What is being asked: Reproduce, exactly, the lines of the material below from the line containing "margin:0; padding:0; list-style:none" through the line containing "font-size:16px; font-weight:400; color:#747a83", with both end lines included and nothing else.

..............................

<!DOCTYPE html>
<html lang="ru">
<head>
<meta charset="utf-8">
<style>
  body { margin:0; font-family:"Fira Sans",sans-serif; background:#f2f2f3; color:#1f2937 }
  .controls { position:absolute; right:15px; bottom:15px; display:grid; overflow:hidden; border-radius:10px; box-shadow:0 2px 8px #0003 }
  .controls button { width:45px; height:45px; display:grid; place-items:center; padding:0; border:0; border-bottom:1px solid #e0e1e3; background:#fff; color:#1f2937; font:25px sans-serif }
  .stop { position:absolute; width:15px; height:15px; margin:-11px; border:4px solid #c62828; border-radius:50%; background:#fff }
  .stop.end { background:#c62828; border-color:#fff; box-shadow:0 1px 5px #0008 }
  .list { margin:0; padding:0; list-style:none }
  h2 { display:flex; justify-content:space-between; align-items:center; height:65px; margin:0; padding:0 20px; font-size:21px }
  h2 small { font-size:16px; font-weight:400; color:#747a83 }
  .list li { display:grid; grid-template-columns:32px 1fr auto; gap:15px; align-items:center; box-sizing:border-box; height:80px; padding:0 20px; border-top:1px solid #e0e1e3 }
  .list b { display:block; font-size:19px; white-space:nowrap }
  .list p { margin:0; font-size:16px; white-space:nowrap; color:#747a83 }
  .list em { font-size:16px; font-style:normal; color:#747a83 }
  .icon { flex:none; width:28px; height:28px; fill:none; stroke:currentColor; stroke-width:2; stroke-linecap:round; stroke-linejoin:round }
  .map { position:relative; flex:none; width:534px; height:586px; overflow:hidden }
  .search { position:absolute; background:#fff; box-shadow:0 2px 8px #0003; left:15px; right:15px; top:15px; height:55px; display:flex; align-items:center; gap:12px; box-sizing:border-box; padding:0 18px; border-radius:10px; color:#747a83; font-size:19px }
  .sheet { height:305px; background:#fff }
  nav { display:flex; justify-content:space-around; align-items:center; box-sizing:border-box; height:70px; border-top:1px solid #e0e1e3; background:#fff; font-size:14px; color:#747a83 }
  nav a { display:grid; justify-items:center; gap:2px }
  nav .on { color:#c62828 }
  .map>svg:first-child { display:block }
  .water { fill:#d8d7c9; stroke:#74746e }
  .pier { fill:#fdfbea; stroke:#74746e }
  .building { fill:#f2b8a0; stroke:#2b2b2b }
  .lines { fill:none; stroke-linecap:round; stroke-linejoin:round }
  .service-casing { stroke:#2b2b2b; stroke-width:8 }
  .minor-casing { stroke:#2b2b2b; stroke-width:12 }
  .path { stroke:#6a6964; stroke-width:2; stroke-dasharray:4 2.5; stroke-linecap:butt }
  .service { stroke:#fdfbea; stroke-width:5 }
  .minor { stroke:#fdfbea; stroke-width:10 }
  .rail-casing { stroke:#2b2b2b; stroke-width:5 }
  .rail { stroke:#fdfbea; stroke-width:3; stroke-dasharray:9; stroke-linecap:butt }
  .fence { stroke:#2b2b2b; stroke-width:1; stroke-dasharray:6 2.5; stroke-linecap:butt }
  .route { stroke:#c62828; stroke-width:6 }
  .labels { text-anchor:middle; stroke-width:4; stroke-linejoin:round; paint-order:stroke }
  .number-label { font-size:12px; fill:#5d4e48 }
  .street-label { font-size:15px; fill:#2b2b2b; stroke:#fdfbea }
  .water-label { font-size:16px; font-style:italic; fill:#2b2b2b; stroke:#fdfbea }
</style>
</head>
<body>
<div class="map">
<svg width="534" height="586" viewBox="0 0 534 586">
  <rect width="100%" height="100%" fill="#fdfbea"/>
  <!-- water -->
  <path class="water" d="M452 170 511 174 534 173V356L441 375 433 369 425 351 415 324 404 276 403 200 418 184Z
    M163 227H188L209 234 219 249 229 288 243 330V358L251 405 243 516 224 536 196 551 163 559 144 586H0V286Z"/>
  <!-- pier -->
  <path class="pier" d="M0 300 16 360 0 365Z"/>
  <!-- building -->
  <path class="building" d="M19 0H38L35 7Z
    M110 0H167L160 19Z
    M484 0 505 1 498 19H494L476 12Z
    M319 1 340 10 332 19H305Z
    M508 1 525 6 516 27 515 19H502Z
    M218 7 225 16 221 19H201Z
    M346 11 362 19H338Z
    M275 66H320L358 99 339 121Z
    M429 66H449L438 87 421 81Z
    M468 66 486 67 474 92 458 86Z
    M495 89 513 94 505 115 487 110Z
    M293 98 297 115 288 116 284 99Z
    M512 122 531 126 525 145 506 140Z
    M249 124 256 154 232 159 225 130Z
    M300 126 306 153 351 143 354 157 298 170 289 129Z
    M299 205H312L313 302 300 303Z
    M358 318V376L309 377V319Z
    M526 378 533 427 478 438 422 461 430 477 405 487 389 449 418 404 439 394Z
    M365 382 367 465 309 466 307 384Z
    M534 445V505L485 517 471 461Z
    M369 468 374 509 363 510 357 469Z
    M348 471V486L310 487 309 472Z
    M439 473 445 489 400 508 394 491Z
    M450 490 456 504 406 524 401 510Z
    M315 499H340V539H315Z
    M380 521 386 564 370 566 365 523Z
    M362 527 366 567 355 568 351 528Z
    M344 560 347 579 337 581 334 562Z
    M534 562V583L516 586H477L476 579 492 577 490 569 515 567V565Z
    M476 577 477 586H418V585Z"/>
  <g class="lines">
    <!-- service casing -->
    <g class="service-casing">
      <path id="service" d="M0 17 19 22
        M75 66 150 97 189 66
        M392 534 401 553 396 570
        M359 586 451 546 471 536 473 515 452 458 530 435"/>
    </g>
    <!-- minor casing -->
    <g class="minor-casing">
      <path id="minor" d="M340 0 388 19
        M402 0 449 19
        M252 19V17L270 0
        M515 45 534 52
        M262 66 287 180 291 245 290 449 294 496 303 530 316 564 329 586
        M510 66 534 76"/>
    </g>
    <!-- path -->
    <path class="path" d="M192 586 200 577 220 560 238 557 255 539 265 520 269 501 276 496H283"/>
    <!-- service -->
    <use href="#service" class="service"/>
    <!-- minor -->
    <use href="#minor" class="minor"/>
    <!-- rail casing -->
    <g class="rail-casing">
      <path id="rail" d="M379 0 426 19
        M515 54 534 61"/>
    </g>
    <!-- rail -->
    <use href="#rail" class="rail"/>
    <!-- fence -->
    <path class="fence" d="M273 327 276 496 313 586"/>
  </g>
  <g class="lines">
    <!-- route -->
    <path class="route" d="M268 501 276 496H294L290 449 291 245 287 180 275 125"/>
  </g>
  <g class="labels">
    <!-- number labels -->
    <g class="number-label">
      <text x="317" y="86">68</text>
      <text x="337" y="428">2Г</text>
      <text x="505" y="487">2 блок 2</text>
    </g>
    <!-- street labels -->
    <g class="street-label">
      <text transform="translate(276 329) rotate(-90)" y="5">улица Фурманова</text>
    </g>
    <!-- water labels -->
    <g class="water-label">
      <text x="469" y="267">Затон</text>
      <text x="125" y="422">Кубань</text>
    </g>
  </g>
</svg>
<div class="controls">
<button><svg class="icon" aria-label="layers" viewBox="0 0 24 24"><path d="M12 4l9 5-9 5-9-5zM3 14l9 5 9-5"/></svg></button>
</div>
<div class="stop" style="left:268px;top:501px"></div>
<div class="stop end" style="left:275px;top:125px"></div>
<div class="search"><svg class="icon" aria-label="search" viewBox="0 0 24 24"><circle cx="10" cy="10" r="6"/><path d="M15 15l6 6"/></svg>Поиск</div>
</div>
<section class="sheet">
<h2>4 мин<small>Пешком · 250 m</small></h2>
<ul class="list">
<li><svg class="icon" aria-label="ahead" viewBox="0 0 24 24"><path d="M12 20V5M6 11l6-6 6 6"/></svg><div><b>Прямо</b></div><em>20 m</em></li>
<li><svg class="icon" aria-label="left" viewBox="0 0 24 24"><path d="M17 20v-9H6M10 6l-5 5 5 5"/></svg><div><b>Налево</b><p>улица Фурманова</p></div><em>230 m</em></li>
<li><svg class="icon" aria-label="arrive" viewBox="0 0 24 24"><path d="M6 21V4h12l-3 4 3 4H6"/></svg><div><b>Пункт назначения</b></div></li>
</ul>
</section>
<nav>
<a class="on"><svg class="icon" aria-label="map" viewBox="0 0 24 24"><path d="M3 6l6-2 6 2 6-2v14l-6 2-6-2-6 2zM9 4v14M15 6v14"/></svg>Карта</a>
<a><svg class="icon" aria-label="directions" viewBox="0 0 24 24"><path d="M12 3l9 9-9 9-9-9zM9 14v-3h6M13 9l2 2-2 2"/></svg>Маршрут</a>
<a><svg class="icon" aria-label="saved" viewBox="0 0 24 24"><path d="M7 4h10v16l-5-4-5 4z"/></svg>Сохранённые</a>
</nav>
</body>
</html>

..............................

Your response:
  .list { margin:0; padding:0; list-style:none }
  h2 { display:flex; justify-content:space-between; align-items:center; height:65px; margin:0; padding:0 20px; font-size:21px }
  h2 small { font-size:16px; font-weight:400; color:#747a83 }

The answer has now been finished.